Au XIXe siècle, la découverte du pétrole en 1908 change la donne. L’Iran devient une proie énergétique vitale pour l’Occident. En août 1953, la CIA et les services britanniques orchestrent un coup d’État (Opération Ajax) pour renverser le Premier ministre Mossadegh, après avoir nationalisé le pétrole. Pour les Iraniens, c’est la preuve que leur démocratie sera toujours sacrifiée aux intérêts étrangers.

La grande révolution

Le Chah lance en 1963 la « Révolution blanche ». S’il modernise l’économie et accorde le droit de vote aux femmes, il s’appuie sur la SAVAK, une police politique brutale. Ce mélange d’autoritarisme et d’inégalités nourrit une colère qui explose en février 1979 et fait tomber la monarchie. L’Ayatollah Khomeini revient d’exil, en France, et instaure une République islamique où le religieux prime sur le politique.

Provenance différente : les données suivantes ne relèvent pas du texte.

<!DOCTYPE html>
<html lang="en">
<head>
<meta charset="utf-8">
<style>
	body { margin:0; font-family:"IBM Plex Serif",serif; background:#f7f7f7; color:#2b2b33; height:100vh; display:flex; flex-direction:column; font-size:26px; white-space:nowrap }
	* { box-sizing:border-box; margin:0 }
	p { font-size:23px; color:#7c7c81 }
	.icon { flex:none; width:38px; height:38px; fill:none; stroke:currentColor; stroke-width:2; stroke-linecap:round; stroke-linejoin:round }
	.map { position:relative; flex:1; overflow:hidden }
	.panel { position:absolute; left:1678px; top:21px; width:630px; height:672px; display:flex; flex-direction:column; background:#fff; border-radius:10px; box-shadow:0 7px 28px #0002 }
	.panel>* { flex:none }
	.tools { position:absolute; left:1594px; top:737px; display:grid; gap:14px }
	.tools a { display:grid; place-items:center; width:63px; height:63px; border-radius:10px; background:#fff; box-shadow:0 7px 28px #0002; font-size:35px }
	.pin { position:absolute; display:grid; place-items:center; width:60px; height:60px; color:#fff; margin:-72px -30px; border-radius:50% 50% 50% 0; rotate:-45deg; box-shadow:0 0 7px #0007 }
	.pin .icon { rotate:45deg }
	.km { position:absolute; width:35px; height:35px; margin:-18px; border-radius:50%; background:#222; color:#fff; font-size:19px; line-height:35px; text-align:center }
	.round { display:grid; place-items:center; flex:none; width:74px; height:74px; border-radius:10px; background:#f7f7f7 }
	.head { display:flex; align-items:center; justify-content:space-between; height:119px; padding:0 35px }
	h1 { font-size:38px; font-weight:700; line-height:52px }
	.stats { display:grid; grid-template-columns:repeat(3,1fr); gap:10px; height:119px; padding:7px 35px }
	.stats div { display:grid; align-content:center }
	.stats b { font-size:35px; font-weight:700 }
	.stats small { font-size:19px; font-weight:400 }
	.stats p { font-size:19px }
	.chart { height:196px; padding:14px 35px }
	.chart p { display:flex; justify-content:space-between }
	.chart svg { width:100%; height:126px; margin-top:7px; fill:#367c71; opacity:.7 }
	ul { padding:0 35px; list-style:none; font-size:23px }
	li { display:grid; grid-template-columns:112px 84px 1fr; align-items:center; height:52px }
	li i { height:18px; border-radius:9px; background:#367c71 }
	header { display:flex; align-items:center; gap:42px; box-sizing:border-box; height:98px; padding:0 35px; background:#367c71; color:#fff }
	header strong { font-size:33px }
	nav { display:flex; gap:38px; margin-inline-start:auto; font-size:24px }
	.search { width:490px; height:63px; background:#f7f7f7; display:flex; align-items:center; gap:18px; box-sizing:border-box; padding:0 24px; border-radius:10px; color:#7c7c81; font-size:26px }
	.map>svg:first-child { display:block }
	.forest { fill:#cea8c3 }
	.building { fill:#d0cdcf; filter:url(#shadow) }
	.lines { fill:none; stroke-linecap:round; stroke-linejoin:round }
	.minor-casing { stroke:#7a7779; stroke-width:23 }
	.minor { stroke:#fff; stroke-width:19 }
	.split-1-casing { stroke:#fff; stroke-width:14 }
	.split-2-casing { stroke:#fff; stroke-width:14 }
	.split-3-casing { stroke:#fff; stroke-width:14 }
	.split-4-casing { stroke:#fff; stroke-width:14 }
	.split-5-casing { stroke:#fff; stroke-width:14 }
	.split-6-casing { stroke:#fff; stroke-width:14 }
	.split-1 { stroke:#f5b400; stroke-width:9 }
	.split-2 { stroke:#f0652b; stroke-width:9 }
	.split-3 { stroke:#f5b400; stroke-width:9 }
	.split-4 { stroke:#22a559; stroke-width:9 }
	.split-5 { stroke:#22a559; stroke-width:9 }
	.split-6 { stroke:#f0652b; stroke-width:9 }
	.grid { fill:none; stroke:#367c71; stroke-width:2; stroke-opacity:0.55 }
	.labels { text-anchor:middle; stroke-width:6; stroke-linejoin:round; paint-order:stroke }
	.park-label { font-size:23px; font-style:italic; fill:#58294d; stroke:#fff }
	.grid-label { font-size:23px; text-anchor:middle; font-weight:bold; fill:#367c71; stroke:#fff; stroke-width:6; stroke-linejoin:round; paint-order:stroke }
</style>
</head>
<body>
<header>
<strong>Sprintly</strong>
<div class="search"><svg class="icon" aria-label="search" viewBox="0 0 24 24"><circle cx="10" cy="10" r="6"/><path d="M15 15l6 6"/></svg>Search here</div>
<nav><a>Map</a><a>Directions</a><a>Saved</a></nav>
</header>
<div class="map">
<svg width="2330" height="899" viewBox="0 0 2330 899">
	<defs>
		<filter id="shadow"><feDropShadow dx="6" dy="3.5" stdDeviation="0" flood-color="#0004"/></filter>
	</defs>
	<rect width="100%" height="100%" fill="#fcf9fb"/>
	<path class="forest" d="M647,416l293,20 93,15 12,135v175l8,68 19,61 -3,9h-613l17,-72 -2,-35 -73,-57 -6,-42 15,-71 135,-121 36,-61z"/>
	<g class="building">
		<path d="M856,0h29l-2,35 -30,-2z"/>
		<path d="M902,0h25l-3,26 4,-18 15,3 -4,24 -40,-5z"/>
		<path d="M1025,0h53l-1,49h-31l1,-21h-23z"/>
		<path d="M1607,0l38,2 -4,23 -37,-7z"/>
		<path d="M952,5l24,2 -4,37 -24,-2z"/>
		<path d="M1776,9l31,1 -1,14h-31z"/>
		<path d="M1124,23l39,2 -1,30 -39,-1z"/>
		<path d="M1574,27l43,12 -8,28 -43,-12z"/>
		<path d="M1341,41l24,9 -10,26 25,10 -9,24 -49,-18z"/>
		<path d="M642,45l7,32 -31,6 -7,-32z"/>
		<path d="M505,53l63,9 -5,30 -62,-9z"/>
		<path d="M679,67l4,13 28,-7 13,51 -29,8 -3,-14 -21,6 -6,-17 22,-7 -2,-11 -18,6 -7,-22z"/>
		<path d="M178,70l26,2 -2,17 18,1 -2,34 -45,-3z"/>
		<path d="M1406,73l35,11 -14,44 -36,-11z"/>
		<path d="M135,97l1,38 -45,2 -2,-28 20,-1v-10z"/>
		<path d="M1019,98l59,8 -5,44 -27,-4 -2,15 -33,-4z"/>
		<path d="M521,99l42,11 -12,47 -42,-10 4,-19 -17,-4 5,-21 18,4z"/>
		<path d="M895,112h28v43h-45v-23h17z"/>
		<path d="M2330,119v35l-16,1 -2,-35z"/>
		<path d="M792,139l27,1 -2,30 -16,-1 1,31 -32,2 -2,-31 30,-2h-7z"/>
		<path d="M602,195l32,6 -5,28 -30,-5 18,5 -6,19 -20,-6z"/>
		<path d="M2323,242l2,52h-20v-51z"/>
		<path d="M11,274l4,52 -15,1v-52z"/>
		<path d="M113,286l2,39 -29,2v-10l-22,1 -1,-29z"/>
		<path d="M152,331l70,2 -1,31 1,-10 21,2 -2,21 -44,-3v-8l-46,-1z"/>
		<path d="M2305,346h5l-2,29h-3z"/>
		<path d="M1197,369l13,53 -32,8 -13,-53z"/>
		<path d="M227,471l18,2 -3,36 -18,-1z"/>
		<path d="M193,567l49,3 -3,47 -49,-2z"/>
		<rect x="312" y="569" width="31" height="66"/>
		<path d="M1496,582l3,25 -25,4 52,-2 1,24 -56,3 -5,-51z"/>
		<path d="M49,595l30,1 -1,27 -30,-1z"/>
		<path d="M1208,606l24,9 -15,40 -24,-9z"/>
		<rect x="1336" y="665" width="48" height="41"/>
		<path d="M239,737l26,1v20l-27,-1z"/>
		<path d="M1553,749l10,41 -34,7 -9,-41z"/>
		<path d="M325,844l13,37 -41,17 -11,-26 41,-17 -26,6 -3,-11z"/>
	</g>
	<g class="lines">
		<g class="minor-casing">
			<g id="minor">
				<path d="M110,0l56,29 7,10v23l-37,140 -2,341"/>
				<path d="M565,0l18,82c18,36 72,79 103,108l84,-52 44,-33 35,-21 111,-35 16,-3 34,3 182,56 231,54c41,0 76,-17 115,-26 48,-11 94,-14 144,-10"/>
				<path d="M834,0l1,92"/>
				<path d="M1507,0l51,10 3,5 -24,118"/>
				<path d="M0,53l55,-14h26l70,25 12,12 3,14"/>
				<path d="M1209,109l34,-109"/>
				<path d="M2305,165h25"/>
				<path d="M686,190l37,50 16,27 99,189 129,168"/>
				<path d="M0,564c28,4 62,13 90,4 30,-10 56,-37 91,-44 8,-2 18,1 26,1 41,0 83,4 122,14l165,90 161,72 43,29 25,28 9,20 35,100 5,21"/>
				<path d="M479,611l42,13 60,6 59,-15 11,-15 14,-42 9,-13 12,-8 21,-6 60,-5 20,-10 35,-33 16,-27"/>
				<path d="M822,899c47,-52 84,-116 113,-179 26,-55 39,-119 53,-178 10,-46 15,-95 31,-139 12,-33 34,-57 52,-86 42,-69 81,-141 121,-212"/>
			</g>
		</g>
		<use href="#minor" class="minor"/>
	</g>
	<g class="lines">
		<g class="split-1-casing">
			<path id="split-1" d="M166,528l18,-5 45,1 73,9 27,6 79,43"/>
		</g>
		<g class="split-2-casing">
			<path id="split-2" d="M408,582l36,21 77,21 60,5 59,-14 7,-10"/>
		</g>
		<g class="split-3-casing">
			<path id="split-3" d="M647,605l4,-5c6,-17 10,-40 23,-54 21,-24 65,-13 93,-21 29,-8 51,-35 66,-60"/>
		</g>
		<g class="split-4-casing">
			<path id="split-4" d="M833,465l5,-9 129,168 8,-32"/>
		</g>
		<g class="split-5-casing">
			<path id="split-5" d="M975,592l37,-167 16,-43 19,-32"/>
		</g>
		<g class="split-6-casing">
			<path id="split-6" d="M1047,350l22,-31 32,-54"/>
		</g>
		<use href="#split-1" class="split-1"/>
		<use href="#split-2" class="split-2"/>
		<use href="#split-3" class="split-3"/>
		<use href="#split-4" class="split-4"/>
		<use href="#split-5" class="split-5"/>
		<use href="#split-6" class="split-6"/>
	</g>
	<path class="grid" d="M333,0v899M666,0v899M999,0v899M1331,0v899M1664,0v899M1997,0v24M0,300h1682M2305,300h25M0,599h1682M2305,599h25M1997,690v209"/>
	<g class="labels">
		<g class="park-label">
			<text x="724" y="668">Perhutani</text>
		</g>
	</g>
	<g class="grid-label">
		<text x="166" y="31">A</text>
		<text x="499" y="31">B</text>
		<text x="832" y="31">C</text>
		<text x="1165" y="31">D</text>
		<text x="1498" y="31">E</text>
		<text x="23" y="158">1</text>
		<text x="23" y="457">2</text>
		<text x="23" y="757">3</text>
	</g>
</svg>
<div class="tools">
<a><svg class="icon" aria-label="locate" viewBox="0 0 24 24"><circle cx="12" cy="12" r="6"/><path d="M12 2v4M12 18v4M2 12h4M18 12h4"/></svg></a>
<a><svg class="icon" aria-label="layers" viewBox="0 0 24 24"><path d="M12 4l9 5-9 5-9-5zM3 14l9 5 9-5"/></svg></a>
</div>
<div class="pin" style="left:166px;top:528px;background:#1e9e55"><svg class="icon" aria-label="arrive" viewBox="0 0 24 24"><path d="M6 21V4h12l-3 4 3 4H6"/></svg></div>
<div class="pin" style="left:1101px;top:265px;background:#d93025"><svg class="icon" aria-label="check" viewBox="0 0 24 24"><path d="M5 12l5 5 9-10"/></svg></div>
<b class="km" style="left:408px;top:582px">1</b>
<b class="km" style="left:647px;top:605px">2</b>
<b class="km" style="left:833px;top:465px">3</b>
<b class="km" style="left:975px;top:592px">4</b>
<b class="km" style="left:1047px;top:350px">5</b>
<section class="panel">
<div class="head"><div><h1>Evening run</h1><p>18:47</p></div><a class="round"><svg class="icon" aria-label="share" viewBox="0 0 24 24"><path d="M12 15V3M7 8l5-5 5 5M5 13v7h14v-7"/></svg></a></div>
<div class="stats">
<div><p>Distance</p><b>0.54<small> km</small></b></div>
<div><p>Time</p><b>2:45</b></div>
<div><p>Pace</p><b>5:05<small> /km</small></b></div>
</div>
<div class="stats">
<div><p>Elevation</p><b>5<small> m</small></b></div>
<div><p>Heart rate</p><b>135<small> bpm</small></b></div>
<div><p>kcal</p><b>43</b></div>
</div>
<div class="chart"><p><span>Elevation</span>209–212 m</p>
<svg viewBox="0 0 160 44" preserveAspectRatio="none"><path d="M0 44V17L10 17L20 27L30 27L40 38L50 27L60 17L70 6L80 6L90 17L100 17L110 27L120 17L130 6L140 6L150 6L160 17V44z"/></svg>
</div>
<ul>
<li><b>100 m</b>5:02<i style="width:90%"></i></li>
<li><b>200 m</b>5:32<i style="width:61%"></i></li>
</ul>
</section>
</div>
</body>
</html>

Dès son arrivée, il remplace l’ambassade d’Israël par celle de la Palestine. La rupture est totale. Avant la révolution, les deux pays coopéraient discrètement. Quant à la République islamique, elle refuse de reconnaître l’État hébreu et se pose en défenseur de la cause palestinienne.

444 jours de prise d’otages

Le divorce avec l’Occident se scelle le 4 novembre 1979. Des étudiants islamistes prennent d’assaut l’ambassade américaine à Téhéran. 52 diplomates sont retenus en otage. L’ayatollah Khomeini salue une « deuxième révolution », utilisant ce bras de fer pour humilier le « Grand Satan » et asseoir sa théocratie. En réponse, le 7 avril 1980, Jimmy Carter rompt les relations diplomatiques et impose un embargo commercial total. Deux semaines plus tard, une opération militaire échoue dans le désert iranien. Ce qui renforce l’autorité de Khomeini et condamne Carter à perdre la présidence face à Ronald Reagan.  La crise prend fin le 20 janvier 1981, quelques minutes après la prestation de serment de Ronald Reagan.

Un calice de poison

Malgré la libération des otages en 1981, le mal est fait. L’hostilité envers les États-Unis et Israël se durcit avec la guerre en Irak. Face à ce conflit, l’Iran change de stratégie. Incapable de frapper Israël directement, il privilégie une guerre indirecte. En 1982, après l’invasion du Liban par Israël, Téhéran y envoie ses Gardiens de la Révolution pour fonder le Hezbollah. Cette armée « par procuration » (proxy) devient un levier militaire majeur contre l’État hébreu.

En 1988, épuisé, l’Iran accepte un cessez-le-feu proposé par l’ONU. Khomeini le compare à un « calice de poison ». La guerre s’achève sans vainqueur. Le régime comprend que pour survivre, il ne peut compter que sur lui-même.  Dès lors, une obsession s’impose, ne plus jamais être vulnérable. Le pays accélère sa course aux missiles et au nucléaire.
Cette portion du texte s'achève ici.